▶ _Problem to work on_
If a line in the data below contains "white", copy it.

▶ _Provided data_
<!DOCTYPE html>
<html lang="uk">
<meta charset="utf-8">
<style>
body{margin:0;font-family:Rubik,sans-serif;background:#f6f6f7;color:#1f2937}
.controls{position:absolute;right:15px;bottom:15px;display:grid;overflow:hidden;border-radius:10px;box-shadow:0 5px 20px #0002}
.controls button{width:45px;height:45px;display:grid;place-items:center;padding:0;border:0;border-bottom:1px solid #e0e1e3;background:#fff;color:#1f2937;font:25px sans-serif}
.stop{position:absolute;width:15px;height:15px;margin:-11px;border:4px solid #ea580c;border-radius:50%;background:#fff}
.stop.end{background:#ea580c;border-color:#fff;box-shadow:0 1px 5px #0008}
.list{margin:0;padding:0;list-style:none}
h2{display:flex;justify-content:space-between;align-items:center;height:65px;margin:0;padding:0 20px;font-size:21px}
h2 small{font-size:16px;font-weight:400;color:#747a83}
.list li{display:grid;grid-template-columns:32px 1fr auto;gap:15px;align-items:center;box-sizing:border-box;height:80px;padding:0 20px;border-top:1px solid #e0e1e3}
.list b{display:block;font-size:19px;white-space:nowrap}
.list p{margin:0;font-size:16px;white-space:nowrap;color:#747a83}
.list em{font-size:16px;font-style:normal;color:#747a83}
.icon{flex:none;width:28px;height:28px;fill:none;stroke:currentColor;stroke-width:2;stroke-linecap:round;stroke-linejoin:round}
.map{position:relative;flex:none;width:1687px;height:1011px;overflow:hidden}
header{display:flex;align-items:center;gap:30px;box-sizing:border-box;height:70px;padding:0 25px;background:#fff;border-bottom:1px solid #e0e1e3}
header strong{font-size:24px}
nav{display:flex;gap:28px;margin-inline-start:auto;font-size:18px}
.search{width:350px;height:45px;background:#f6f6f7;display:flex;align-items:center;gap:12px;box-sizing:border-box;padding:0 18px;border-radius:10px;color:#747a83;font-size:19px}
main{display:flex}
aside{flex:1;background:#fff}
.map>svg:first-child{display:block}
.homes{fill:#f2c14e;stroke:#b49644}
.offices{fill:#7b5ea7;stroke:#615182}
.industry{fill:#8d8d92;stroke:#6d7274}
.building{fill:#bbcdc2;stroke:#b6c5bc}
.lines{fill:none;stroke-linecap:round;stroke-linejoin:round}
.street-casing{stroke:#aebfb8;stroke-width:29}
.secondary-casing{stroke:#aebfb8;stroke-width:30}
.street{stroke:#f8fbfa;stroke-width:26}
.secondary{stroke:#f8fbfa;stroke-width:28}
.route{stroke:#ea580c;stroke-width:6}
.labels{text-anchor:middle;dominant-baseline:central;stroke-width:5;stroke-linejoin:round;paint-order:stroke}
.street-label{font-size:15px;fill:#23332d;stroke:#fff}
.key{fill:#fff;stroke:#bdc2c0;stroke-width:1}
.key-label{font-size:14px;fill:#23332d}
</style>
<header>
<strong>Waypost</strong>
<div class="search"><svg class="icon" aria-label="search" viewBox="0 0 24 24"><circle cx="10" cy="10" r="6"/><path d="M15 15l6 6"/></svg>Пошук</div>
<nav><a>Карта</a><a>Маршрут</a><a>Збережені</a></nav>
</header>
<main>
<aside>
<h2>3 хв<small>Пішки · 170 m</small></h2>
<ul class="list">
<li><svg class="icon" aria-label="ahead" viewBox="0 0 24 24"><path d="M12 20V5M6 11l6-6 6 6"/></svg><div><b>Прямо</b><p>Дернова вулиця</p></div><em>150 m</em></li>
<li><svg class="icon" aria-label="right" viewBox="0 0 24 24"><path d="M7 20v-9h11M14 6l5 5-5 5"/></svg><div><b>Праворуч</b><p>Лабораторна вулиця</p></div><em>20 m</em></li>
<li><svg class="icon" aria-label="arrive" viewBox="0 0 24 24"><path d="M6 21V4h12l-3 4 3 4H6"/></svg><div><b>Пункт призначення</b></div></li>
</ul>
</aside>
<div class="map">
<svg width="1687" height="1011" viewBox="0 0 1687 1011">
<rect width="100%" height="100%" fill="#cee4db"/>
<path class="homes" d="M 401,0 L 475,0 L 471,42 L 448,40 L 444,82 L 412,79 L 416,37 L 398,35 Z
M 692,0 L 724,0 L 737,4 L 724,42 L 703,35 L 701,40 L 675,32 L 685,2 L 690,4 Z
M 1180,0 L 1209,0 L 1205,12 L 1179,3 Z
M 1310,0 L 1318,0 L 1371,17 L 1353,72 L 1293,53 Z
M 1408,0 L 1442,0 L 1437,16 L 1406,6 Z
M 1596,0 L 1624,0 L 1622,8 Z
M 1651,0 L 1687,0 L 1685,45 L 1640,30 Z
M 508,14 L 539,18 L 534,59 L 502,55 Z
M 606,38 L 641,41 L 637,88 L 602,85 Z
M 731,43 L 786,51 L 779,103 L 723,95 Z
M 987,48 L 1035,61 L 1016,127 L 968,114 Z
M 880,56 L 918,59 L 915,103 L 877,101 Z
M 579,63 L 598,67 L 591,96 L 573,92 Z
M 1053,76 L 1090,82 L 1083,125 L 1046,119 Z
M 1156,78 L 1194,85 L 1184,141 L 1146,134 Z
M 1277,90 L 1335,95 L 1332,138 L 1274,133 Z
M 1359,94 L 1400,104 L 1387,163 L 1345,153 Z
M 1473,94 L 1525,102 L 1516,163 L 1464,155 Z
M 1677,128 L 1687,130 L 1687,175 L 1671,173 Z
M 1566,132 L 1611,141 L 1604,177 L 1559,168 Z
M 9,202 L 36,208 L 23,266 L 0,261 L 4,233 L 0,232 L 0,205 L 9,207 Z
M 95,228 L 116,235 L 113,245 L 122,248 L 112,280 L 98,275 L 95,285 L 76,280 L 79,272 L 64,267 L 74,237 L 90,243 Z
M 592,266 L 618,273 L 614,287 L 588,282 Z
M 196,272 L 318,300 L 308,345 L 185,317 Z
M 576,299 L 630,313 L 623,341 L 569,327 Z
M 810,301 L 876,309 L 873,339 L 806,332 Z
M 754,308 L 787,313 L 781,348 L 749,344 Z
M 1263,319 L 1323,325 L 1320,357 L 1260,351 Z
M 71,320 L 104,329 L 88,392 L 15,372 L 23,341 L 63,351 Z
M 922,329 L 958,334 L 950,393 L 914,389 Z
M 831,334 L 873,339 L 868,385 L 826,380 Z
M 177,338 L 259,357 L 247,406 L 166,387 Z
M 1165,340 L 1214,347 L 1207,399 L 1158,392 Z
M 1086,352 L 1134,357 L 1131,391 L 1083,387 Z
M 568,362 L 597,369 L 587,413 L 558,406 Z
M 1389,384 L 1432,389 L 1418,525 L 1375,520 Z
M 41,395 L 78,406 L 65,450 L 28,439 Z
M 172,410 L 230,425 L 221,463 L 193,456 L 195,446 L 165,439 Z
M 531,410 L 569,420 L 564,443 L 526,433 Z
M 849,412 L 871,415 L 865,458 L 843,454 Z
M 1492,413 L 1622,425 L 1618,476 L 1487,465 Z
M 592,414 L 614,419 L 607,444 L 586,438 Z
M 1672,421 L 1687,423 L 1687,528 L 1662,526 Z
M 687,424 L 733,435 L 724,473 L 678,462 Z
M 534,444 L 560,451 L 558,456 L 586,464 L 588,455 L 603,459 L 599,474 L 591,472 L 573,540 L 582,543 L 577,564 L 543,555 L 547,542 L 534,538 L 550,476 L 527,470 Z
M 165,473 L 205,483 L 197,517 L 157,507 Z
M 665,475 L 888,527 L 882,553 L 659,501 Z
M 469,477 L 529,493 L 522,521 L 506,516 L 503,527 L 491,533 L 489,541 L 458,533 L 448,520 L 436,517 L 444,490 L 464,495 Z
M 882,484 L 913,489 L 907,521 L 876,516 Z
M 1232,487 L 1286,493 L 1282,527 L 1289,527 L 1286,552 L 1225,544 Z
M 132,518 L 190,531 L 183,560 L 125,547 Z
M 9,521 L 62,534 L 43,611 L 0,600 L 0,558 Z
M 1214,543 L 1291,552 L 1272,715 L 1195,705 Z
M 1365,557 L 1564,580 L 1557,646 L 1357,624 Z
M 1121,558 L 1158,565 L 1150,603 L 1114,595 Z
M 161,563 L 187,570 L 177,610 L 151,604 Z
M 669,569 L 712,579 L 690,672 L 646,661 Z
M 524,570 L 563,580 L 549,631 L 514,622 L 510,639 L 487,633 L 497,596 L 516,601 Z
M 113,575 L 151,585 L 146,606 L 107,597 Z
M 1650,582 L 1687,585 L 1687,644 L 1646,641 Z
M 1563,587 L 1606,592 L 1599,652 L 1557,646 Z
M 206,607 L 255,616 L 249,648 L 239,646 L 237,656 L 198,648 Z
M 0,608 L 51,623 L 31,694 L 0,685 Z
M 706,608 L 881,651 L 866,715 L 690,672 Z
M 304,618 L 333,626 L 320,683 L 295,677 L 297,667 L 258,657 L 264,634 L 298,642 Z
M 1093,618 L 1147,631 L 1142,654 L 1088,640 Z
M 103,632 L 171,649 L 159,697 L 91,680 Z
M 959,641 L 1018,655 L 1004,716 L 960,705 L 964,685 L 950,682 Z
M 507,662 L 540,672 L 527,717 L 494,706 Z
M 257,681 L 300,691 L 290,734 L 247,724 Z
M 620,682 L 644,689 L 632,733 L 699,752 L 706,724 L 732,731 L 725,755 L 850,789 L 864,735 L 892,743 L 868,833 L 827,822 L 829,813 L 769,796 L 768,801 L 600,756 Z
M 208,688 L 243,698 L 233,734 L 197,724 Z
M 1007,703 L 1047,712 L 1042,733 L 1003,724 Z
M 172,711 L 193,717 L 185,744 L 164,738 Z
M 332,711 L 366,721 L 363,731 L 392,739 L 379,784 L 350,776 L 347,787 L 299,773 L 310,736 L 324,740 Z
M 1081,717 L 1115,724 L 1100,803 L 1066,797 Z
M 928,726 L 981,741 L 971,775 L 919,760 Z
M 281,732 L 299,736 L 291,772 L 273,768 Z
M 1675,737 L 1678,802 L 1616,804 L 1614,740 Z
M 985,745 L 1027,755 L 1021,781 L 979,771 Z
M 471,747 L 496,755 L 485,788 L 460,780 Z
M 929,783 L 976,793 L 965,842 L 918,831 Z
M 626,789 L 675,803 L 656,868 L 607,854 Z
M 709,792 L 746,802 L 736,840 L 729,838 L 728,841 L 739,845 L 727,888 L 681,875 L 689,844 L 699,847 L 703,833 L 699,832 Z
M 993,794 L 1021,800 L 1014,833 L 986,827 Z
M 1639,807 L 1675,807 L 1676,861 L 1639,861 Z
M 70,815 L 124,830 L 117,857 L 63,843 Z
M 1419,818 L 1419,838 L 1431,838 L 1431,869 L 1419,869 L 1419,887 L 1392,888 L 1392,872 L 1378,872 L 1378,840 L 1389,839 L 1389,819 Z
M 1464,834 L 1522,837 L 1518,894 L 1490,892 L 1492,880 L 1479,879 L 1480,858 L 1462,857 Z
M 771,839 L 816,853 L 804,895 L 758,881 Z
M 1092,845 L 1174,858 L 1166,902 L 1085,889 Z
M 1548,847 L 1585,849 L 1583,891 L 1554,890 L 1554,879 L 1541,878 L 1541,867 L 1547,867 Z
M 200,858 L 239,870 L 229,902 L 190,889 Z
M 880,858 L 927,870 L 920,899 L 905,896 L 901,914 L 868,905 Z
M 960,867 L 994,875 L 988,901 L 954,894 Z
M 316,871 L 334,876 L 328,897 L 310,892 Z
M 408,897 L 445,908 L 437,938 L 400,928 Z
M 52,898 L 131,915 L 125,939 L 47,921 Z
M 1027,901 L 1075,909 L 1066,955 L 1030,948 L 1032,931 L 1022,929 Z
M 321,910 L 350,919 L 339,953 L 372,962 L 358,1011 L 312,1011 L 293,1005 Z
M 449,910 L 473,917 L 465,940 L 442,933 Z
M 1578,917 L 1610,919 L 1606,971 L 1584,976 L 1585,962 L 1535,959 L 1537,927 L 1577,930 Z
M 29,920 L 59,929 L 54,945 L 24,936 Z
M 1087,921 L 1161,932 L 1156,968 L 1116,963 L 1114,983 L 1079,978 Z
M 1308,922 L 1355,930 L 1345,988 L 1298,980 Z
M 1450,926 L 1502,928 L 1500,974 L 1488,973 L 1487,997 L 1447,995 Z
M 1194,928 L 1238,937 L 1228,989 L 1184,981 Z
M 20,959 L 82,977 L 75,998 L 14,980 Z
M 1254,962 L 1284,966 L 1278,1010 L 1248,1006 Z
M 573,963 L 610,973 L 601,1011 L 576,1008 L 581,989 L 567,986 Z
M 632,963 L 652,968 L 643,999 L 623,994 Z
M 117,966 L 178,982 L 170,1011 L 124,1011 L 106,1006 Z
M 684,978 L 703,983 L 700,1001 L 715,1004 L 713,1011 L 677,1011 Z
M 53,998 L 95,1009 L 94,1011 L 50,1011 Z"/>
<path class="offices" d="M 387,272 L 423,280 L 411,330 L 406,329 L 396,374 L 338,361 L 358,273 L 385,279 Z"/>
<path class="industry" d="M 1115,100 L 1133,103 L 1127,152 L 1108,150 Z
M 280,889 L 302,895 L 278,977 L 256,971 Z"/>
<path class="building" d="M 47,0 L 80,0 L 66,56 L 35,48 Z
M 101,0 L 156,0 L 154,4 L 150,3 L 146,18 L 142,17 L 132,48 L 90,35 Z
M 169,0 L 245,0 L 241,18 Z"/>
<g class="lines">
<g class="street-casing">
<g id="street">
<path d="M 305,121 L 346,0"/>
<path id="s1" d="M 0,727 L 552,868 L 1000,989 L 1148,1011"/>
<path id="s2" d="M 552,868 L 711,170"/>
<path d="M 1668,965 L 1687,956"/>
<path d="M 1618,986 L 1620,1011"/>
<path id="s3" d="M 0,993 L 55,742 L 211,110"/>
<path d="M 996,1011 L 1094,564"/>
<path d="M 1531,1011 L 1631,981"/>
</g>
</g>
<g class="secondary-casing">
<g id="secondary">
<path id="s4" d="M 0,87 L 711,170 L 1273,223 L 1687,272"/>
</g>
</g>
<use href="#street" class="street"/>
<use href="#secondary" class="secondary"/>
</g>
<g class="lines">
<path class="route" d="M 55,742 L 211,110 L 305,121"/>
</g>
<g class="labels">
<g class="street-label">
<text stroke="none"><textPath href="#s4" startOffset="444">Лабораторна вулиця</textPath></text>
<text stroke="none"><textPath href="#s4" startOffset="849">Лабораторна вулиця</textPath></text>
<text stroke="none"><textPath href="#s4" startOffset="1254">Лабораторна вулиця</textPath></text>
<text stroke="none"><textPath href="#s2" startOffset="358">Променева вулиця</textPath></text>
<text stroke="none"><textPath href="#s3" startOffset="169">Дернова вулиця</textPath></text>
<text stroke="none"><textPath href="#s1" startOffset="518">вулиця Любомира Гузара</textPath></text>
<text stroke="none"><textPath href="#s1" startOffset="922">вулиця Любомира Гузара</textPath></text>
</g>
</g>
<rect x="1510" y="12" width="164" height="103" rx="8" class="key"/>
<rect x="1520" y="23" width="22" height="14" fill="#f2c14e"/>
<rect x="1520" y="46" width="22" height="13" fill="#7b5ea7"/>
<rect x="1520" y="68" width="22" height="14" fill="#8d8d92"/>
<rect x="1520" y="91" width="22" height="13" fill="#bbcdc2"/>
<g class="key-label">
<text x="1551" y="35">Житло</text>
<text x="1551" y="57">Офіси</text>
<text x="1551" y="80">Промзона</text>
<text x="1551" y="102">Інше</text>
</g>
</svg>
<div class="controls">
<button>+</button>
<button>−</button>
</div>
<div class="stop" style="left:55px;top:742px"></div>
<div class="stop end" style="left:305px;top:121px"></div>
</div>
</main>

▶ _Your solution_
.list b{display:block;font-size:19px;white-space:nowrap}
.list p{margin:0;font-size:16px;white-space:nowrap;color:#747a83}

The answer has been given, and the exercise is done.